OOMKilled — Trivia & Interesting Facts¶
Surprising, historical, and little-known facts about OOMKilled in Kubernetes and Linux.
The OOM killer is a Linux kernel feature, not a Kubernetes feature¶
Kubernetes did not invent OOM killing — the Linux kernel's Out-Of-Memory killer has existed since Linux 2.6 (2003). When physical memory and swap are exhausted, the kernel must kill a process to survive. The OOM killer selects a victim based on an internal scoring algorithm (oom_score) that considers memory usage, process age, and privilege level. Kubernetes leverages this mechanism through cgroup memory limits.
The OOM killer uses a scoring algorithm, and you can influence it¶
Every process has an oom_score (0-1000) in /proc/<pid>/oom_score and an adjustable oom_score_adj (-1000 to 1000) in /proc/<pid>/oom_score_adj. Setting oom_score_adj to -1000 makes a process immune to OOM killing. Kubelet sets oom_score_adj based on QoS class: Guaranteed pods get -997, BestEffort pods get 1000, and Burstable pods get a value in between. This is why BestEffort pods are always killed first.
Exit code 137 is the universal OOMKilled fingerprint¶
A container killed by the OOM killer exits with code 137, which is 128 + 9 (SIGKILL). The process receives no warning — SIGKILL cannot be caught, blocked, or ignored. There is no graceful shutdown, no cleanup, no final log message. The last log line before an OOM kill often has nothing to do with the actual cause, which makes post-mortem analysis particularly frustrating.
Container memory limits trigger OOM before system memory is exhausted¶
In Kubernetes, OOM kills happen at the cgroup level, not the system level. A container with a 256 MB memory limit is killed when it exceeds 256 MB, even if the node has 100 GB of free memory. This is intentional — cgroup limits protect other containers on the same node. The kernel's cgroup OOM killer is distinct from the global OOM killer and acts on the specific cgroup that exceeded its limit.

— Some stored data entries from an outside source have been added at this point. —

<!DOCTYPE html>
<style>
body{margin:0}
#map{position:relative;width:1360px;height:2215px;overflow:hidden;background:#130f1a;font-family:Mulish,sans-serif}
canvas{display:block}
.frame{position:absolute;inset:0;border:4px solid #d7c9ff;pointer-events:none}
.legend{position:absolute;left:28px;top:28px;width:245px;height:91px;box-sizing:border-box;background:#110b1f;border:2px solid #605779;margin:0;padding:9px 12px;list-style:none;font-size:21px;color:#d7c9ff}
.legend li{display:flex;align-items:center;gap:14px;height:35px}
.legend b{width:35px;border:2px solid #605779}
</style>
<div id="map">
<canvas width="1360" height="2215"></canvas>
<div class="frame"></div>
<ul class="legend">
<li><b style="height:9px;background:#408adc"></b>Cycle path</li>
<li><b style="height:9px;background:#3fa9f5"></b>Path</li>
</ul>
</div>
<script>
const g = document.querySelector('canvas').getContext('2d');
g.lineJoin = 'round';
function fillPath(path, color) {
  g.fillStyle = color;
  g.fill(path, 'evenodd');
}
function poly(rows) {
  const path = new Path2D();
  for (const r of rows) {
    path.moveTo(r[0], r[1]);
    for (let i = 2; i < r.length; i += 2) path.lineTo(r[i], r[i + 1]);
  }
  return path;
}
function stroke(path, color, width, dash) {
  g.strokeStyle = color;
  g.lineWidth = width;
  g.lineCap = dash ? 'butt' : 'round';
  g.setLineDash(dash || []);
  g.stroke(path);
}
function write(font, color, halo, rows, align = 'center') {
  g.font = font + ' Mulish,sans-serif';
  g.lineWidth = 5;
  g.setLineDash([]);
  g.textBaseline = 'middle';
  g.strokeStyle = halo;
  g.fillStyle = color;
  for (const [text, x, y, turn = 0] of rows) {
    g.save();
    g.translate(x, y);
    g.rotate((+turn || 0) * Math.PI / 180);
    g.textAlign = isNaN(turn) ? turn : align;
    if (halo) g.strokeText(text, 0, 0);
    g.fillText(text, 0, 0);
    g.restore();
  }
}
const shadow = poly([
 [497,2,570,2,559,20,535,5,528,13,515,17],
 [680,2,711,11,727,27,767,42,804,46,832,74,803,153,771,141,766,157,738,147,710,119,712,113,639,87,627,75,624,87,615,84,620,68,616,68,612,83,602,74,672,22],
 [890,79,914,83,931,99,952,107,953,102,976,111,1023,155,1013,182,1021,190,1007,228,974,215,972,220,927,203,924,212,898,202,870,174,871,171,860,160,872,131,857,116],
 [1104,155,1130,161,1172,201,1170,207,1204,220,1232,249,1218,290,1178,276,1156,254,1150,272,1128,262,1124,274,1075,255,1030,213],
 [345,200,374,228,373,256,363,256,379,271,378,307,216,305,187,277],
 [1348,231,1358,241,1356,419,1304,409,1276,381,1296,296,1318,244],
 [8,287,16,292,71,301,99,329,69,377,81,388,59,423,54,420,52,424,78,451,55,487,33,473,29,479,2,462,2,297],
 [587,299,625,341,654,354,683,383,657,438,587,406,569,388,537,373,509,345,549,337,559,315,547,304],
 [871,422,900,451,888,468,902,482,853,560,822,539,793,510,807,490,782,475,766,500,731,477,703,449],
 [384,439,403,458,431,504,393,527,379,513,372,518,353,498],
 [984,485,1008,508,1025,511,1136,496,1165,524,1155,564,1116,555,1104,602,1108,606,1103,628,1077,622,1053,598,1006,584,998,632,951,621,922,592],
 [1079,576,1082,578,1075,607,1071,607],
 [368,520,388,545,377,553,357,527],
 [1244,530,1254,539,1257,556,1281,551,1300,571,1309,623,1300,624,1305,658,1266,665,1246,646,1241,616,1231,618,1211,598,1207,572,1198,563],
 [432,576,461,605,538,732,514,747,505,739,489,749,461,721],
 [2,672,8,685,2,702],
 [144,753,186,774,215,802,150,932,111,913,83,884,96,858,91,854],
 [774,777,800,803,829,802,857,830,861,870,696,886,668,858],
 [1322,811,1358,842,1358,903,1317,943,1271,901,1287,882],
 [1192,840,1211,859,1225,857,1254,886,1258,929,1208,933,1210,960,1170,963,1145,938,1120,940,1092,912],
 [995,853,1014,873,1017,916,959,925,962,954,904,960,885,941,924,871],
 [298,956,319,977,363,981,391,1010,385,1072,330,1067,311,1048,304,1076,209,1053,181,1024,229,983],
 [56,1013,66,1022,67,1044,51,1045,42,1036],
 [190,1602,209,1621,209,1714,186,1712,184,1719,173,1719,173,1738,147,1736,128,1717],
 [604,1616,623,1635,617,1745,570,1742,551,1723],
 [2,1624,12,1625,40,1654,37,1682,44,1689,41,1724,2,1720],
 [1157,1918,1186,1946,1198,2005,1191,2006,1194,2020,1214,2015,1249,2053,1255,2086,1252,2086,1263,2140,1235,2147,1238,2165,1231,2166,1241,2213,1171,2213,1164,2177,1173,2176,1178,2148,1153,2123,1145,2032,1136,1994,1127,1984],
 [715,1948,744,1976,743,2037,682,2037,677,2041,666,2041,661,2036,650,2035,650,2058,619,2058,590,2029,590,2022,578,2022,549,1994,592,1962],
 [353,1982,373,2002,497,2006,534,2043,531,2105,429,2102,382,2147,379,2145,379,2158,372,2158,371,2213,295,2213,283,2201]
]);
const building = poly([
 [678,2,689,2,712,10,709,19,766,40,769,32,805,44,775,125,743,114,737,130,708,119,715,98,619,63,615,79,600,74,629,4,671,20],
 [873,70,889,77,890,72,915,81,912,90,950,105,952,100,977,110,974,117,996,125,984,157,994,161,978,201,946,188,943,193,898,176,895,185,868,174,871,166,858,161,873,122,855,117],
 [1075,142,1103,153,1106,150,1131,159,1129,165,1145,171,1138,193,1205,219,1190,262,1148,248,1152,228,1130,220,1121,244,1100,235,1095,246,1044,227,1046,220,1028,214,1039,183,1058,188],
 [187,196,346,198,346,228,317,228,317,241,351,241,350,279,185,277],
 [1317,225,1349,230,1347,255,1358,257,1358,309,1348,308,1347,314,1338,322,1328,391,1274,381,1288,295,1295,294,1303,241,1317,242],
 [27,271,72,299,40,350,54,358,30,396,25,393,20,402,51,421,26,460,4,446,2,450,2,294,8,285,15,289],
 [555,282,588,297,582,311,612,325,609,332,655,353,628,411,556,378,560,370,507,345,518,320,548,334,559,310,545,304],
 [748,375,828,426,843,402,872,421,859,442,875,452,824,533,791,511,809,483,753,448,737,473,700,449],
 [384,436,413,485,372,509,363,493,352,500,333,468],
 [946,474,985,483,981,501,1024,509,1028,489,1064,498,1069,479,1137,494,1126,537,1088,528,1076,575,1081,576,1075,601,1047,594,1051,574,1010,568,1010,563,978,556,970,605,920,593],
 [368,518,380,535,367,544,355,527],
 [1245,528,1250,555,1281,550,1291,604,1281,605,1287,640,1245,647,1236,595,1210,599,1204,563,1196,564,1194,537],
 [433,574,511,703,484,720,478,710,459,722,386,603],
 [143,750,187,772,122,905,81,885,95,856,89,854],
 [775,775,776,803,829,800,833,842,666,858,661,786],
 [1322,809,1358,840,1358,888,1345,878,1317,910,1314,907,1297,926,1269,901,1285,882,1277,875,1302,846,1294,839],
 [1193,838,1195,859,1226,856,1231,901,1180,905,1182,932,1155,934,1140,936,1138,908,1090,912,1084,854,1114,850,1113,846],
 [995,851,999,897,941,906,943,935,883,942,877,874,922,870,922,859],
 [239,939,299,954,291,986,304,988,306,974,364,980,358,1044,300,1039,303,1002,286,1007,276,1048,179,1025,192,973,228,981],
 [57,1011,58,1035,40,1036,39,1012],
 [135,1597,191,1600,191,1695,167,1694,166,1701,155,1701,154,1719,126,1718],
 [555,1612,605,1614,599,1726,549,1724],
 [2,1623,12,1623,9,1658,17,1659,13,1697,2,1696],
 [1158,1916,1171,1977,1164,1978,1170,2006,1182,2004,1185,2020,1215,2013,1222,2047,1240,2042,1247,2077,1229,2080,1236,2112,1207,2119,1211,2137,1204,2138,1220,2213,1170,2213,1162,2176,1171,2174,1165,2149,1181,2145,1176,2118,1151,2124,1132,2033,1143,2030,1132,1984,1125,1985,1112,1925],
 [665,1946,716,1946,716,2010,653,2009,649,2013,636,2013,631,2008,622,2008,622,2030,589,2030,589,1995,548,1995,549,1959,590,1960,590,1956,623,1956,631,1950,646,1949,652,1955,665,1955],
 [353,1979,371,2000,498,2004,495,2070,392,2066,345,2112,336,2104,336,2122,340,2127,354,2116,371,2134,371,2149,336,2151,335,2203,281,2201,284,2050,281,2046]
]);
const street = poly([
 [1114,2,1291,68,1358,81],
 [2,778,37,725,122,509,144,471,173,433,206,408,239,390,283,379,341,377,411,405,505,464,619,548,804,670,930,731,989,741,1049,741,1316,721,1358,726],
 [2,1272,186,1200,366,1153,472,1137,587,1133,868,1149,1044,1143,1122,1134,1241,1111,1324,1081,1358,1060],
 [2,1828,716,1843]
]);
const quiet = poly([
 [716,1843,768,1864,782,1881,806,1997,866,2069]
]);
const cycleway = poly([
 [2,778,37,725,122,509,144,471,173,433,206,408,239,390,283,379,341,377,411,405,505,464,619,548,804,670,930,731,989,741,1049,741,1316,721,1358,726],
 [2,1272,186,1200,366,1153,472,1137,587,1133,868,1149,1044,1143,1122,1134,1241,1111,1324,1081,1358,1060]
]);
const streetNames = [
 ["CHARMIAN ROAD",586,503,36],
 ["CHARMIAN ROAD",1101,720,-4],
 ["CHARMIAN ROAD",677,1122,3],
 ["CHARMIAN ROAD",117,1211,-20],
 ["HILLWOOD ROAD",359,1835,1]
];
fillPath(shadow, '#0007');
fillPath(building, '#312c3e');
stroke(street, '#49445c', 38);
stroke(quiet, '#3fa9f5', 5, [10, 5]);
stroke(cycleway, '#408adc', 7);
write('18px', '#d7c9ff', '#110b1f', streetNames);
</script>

RSS, cache, and swap all count toward the memory limit¶
The memory limit applies to the cgroup's total memory usage, which includes: RSS (resident set size — actual program data), page cache (files read by the process), and swap (if enabled). Page cache usage surprises many teams: a process that reads a 500 MB file will use 500 MB of memory (in page cache) even if the application's heap is only 50 MB. This is why I/O-heavy applications get OOM-killed with seemingly low heap usage.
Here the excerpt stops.